PKI menyambut "Demokrasi Terpimpin" Sukarno dengan hangat dan
anggapan bahwa dia mempunyai mandat untuk persekutuan Konsepsi yaitu antara
Nasionalis, Agama dan Komunis yang dinamakan NASAKOM.
Pada era
"Demokrasi Terpimpin", kolaborasi antara kepemimpinan PKI dan kaum
burjuis nasional dalam menekan pergerakan-pergerakan independen kaum buruh dan
petani, gagal memecahkan masalah-masalah politis dan ekonomi yang mendesak.
Pendapatan ekspor menurun, foreign reserves menurun, inflasi
terus menaik dan korupsi birokrat dan militer menjadi wabah.
Pada
kunjungan Menlu Subandrio ke Tiongkok, Perdana Menteri Zhou Enlai menjanjikan 100.000 pucuk senjata jenis chung,
penawaran ini gratis tanpa syarat dan kemudian dilaporkan ke Bung Karno tetapi
belum juga menetapkan waktunya sampai meletusnya G30S.
Pada awal tahun
1965 Bung Karno atas saran dari PKI akibat dari tawaran perdana mentri RRC,
mempunyai ide tentang Angkatan Kelima yang berdiri sendiri terlepas dari ABRI.
Tetapi petinggi Angkatan Darat tidak setuju dan hal ini lebih menimbulkan
nuansa curiga-mencurigai antara militer dan PKI.
Dari tahun 1963,
kepemimpinan PKI makin lama makin berusaha memprovokasi bentrokan-bentrokan
antara aktivis massanya dengan polisi dan militer. Pemimpin-pemimpin PKI juga
menginfiltrasi polisi dan tentara dengan slogan "kepentingan bersama"
polisi dan "rakyat". Pemimpin PKI DN Aidit mengilhami slogan "Untuk Ketentraman Umum
Bantu Polisi". Di bulan Agustus 1964,
Aidit menganjurkan semua anggota PKI membersihkan diri dari "sikap-sikap
sektarian" kepada angkatan bersenjata, mengimbau semua pengarang dan
seniman sayap-kiri untuk membuat "massa tentara" subjek karya-karya
mereka.
Di akhir 1964 dan
permulaan 1965 ribuan petani bergerak merampas tanah yang bukan hak
mereka atas hasutan PKI. Bentrokan-bentrokan besar terjadi antara mereka dengan
polisi dan para pemilik tanah.
Bentrokan-bentrokan
tersebut dipicu oleh propaganda PKI yang menyatakan bahwa petani berhak atas
setiap tanah, tidak peduli tanah siapapun (milik negara-milik bersama).

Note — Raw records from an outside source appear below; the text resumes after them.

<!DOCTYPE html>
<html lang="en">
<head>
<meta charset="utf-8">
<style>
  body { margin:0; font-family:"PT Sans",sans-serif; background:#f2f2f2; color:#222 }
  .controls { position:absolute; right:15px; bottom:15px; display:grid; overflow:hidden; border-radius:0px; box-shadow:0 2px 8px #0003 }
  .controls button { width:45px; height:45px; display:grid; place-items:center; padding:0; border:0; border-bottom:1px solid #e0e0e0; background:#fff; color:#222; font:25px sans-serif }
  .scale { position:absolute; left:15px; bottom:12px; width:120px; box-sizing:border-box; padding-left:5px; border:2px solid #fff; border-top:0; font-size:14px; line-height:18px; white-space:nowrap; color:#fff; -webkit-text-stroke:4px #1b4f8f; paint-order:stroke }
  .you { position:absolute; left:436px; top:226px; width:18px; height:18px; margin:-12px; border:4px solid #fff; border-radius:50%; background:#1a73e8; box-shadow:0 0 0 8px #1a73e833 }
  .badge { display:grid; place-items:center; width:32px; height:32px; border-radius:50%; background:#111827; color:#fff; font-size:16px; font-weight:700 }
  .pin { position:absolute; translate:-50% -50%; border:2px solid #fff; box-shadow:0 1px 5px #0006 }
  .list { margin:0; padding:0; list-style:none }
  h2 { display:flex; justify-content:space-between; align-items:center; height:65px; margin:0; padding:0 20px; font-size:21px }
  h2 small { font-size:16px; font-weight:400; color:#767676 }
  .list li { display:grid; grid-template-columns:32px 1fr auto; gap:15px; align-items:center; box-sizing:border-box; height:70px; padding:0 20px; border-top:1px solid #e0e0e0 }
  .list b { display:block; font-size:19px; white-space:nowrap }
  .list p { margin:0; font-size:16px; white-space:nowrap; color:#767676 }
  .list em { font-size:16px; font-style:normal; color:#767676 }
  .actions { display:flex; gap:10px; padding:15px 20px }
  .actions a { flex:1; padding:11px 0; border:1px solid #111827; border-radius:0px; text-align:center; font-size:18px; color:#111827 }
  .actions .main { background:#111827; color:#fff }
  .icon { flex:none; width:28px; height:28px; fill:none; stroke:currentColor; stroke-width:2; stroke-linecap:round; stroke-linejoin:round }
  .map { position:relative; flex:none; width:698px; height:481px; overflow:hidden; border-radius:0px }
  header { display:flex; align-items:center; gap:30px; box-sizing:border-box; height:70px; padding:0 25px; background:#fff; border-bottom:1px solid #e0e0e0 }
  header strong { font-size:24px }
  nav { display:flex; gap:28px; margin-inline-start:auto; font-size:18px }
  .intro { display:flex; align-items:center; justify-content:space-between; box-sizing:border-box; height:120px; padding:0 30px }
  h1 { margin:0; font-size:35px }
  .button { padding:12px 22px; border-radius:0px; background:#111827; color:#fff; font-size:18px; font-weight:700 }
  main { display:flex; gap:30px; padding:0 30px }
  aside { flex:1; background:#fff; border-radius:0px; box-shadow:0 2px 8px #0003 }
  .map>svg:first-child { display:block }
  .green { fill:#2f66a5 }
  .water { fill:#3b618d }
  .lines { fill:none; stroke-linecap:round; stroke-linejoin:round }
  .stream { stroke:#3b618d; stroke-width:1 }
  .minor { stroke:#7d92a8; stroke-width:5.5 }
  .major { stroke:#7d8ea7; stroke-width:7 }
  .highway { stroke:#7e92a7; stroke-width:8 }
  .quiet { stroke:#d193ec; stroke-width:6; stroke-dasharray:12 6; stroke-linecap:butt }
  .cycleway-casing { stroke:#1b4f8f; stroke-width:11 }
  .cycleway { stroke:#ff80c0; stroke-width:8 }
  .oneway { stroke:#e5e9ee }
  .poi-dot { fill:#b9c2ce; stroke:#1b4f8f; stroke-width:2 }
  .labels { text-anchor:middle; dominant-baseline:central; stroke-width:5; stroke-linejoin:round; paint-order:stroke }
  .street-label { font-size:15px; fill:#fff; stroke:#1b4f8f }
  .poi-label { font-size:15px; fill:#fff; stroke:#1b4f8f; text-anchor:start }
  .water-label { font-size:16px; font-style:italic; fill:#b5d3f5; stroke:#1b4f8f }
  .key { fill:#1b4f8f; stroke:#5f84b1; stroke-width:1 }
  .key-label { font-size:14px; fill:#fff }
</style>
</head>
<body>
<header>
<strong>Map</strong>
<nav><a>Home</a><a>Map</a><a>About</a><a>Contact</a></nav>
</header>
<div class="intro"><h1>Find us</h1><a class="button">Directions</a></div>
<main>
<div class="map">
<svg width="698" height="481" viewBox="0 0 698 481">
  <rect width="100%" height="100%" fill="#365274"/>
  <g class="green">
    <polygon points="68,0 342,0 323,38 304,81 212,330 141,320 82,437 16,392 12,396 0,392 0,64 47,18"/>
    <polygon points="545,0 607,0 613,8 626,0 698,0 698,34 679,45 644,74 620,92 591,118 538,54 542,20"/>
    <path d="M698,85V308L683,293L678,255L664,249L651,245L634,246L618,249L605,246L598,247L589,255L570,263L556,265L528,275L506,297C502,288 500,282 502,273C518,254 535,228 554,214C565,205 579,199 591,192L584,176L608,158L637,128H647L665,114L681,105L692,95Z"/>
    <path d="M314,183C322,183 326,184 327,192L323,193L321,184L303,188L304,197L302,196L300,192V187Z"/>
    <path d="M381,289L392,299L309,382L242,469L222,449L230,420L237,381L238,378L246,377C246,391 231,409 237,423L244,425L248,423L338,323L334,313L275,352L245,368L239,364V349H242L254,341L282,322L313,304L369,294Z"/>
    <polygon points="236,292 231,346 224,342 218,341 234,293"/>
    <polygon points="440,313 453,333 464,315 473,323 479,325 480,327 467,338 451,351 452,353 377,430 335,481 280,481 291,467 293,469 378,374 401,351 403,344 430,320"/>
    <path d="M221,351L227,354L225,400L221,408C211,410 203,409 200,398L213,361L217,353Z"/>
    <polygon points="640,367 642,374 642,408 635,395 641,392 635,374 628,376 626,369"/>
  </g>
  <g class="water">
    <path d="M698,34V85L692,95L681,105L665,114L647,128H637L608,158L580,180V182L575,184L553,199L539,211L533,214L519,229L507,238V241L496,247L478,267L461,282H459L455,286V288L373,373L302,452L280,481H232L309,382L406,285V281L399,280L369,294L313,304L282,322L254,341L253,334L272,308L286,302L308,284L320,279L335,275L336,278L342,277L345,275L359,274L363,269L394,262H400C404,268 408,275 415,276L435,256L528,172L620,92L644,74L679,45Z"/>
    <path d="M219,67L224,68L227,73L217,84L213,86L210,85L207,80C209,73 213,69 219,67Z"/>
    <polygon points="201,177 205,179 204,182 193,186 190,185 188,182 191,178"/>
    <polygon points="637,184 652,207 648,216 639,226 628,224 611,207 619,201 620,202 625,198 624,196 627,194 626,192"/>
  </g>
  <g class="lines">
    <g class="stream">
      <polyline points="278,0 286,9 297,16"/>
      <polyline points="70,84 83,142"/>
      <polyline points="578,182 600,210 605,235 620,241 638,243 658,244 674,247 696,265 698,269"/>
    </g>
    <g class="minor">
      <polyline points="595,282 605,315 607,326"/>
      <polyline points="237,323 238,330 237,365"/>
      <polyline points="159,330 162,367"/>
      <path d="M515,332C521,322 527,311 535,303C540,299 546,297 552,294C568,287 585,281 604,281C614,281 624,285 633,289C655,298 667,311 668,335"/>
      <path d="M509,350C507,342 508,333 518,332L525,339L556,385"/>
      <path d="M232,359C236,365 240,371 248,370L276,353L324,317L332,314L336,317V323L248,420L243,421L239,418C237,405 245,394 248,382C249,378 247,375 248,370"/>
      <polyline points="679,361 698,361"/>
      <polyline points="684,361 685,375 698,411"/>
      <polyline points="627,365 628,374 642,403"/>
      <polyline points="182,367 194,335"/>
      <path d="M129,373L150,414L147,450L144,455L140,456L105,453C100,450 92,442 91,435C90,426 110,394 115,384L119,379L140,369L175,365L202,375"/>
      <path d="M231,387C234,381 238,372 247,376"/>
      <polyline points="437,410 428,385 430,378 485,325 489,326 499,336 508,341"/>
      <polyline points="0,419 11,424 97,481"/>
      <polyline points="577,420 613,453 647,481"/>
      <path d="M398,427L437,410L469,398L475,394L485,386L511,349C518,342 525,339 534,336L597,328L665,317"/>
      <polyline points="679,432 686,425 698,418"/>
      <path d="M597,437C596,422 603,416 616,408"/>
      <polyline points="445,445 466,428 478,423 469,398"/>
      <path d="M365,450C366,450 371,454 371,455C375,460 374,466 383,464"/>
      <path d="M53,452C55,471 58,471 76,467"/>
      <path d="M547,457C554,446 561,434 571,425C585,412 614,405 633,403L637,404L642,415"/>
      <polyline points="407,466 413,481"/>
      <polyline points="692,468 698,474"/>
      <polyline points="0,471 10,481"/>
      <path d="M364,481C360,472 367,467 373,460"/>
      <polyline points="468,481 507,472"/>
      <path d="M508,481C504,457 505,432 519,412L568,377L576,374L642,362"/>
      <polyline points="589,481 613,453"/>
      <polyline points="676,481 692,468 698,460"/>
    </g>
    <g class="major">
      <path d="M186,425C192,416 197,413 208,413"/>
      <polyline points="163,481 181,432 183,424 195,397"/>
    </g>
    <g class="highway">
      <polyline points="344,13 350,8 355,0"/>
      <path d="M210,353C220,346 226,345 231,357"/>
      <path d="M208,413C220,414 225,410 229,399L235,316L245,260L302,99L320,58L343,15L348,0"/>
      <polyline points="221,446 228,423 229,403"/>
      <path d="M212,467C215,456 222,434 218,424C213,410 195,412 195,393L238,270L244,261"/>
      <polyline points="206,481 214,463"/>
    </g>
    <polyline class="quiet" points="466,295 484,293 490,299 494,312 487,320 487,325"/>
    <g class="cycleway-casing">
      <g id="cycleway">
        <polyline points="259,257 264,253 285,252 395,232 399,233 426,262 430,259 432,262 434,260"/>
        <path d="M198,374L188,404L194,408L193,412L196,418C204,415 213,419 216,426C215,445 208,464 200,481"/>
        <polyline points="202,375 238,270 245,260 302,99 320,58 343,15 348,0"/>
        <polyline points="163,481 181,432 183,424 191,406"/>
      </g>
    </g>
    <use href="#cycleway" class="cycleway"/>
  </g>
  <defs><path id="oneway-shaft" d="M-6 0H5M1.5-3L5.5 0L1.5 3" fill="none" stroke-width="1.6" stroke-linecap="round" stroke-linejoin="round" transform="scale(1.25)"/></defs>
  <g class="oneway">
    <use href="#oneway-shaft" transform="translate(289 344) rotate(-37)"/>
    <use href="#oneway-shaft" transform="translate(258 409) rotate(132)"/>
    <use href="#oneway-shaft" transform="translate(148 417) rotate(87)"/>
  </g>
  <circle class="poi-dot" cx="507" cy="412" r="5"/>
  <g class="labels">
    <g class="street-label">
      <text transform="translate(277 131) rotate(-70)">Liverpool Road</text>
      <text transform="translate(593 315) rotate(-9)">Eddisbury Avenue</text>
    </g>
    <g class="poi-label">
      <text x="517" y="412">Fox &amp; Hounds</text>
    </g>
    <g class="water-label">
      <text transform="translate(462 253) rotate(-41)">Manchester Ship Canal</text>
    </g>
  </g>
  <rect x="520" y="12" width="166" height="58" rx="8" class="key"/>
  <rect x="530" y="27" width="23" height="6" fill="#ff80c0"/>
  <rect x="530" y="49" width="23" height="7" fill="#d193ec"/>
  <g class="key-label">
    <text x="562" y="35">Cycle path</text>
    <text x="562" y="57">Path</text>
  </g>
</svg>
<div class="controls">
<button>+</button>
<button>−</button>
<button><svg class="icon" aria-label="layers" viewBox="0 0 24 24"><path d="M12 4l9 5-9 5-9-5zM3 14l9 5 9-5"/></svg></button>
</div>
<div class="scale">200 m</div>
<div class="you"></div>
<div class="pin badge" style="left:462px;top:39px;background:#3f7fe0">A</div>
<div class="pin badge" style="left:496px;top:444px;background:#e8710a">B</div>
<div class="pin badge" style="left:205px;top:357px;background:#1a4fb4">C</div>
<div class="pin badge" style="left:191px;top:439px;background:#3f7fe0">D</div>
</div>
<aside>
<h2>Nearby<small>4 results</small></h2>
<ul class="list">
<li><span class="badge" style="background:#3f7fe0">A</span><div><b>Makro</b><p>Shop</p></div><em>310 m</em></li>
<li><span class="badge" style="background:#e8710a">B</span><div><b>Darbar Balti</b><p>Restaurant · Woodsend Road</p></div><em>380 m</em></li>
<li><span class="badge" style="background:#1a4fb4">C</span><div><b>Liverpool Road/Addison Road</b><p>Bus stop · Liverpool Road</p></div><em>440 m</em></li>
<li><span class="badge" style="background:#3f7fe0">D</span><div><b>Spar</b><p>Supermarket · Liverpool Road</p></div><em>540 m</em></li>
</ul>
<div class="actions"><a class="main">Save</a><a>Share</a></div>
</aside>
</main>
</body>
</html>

Kemungkinan besar PKI meniru revolusi Bolsevik di Rusia, di mana di sana rakyat
dan partai komunis menyita milik Tsar dan membagi-bagikannya kepada rakyat.
Pada permulaan
1965, para buruh mulai menyita perusahaan-perusahaan karet dan minyak
milik Amerika Serikat.
Kepemimpinan PKI menjawab ini dengan memasuki pemerintahan dengan resmi. Pada
waktu yang sama, jenderal-jenderal militer tingkat tinggi juga menjadi anggota
kabinet. Jenderal-jenderal tersebut masuk kabinet karena jabatannya di militer
oleh Sukarno disamakan dengan setingkat mentri. Hal ini dapat dibuktikan dengan
nama jabatannya (Menpangab, Menpangad, dan lain-lain).
Menteri-menteri
PKI tidak hanya duduk di sebelah para petinggi militer di dalam kabinet Sukarno
ini, tetapi mereka terus mendorong ilusi yang sangat berbahaya bahwa angkatan
bersenjata adalah merupakan bagian dari revolusi demokratis "rakyat".
Aidit memberikan
ceramah kepada siswa-siswa sekolah angkatan bersenjata di mana ia berbicara
tentang "perasaan kebersamaan dan persatuan yang bertambah kuat setiap
hari antara tentara Republik Indonesia dan unsur-unsur masyarakat Indonesia,
termasuk para komunis".
Rezim Sukarno
mengambil langkah terhadap para pekerja dengan melarang aksi-aksi mogok di
industri. Kepemimpinan PKI tidak berkeberatan karena industri menurut mereka
adalah milik pemerintahan NASAKOM.
Tidak lama PKI
mengetahui dengan jelas persiapan-persiapan untuk pembentukan rezim militer,
menyatakan keperluan untuk pendirian "angkatan kelima" di dalam
angkatan bersenjata, yang terdiri dari pekerja dan petani yang bersenjata.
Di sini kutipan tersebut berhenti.